Your goal » Every line of the data must be retyped exactly as it stands.

== Segment start ==

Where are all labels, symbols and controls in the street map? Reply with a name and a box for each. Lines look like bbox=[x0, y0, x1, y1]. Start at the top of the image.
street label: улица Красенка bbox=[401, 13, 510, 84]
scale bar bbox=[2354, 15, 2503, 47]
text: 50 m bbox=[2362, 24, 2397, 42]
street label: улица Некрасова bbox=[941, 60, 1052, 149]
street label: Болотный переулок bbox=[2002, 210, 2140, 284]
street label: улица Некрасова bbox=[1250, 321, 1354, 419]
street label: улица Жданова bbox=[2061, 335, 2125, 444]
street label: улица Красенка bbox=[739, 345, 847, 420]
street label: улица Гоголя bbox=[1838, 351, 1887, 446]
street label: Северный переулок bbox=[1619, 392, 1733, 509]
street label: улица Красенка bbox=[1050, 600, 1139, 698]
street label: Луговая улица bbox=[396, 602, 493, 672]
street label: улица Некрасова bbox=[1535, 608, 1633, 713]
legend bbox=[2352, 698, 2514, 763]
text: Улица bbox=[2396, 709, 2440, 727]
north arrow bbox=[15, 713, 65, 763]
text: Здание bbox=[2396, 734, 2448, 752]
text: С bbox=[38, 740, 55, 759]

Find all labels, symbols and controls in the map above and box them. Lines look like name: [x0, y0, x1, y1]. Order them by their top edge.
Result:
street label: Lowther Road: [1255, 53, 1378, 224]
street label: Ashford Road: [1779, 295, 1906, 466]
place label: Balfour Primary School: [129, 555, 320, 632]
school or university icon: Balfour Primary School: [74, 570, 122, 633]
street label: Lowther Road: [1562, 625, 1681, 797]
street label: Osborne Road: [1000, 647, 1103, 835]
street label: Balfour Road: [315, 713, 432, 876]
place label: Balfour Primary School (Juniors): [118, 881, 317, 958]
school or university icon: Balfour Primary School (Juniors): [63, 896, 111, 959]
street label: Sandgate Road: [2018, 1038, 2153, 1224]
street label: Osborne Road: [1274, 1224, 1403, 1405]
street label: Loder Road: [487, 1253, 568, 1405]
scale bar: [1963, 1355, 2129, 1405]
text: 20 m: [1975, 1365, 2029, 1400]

== Segment end ==

Task answer »
Where are all labels, symbols and controls in the street map? Reply with a name and a box for each. Lines look like bbox=[x0, y0, x1, y1]. Start at the top of the image.
street label: улица Красенка bbox=[401, 13, 510, 84]
scale bar bbox=[2354, 15, 2503, 47]
text: 50 m bbox=[2362, 24, 2397, 42]
street label: улица Некрасова bbox=[941, 60, 1052, 149]
street label: Болотный переулок bbox=[2002, 210, 2140, 284]
street label: улица Некрасова bbox=[1250, 321, 1354, 419]
street label: улица Жданова bbox=[2061, 335, 2125, 444]
street label: улица Красенка bbox=[739, 345, 847, 420]
street label: улица Гоголя bbox=[1838, 351, 1887, 446]
street label: Северный переулок bbox=[1619, 392, 1733, 509]
street label: улица Красенка bbox=[1050, 600, 1139, 698]
street label: Луговая улица bbox=[396, 602, 493, 672]
street label: улица Некрасова bbox=[1535, 608, 1633, 713]
legend bbox=[2352, 698, 2514, 763]
text: Улица bbox=[2396, 709, 2440, 727]
north arrow bbox=[15, 713, 65, 763]
text: Здание bbox=[2396, 734, 2448, 752]
text: С bbox=[38, 740, 55, 759]

Find all labels, symbols and controls in the map above and box them. Lines look like name: [x0, y0, x1, y1]. Order them by their top edge.
Result:
street label: Lowther Road: [1255, 53, 1378, 224]
street label: Ashford Road: [1779, 295, 1906, 466]
place label: Balfour Primary School: [129, 555, 320, 632]
school or university icon: Balfour Primary School: [74, 570, 122, 633]
street label: Lowther Road: [1562, 625, 1681, 797]
street label: Osborne Road: [1000, 647, 1103, 835]
street label: Balfour Road: [315, 713, 432, 876]
place label: Balfour Primary School (Juniors): [118, 881, 317, 958]
school or university icon: Balfour Primary School (Juniors): [63, 896, 111, 959]
street label: Sandgate Road: [2018, 1038, 2153, 1224]
street label: Osborne Road: [1274, 1224, 1403, 1405]
street label: Loder Road: [487, 1253, 568, 1405]
scale bar: [1963, 1355, 2129, 1405]
text: 20 m: [1975, 1365, 2029, 1400]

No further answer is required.